**EXERCISE DETAILS**
Every line below containing the word "name" should be found and copied.

**SUPPLIED ENTRIES**
--- START ---

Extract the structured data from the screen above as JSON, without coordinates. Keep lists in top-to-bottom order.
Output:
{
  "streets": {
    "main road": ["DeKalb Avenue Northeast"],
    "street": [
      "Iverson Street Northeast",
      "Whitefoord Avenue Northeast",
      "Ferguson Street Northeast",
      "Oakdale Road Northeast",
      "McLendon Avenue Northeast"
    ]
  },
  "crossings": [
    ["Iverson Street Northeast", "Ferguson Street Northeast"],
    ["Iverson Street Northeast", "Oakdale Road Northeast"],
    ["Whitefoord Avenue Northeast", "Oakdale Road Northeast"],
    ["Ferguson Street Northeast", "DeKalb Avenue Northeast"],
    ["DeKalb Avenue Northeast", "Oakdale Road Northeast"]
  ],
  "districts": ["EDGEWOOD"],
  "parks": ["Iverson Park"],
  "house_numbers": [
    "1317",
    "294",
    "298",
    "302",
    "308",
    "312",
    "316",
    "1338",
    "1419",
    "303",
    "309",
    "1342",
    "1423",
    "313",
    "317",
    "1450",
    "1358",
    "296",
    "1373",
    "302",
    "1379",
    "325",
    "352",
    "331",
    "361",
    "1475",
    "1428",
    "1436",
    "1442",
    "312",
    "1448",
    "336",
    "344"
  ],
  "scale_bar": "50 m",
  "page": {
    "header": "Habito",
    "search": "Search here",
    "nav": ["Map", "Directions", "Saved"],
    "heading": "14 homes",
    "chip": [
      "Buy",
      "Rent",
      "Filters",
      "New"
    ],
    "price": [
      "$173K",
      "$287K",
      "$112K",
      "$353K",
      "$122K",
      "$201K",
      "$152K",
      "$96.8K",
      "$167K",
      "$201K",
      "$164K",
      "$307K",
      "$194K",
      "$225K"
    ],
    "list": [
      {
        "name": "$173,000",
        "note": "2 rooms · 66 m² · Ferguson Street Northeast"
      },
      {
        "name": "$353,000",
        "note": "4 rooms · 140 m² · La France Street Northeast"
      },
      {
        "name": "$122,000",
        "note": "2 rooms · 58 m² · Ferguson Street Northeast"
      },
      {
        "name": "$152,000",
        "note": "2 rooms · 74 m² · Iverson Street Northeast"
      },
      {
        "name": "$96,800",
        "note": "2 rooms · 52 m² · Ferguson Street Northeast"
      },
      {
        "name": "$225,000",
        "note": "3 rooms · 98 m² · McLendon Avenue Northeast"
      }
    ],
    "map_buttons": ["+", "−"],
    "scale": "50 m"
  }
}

--- END ---

**RESPONSE**
        "name": "$173,000",
        "name": "$353,000",
        "name": "$122,000",
        "name": "$152,000",
        "name": "$96,800",
        "name": "$225,000",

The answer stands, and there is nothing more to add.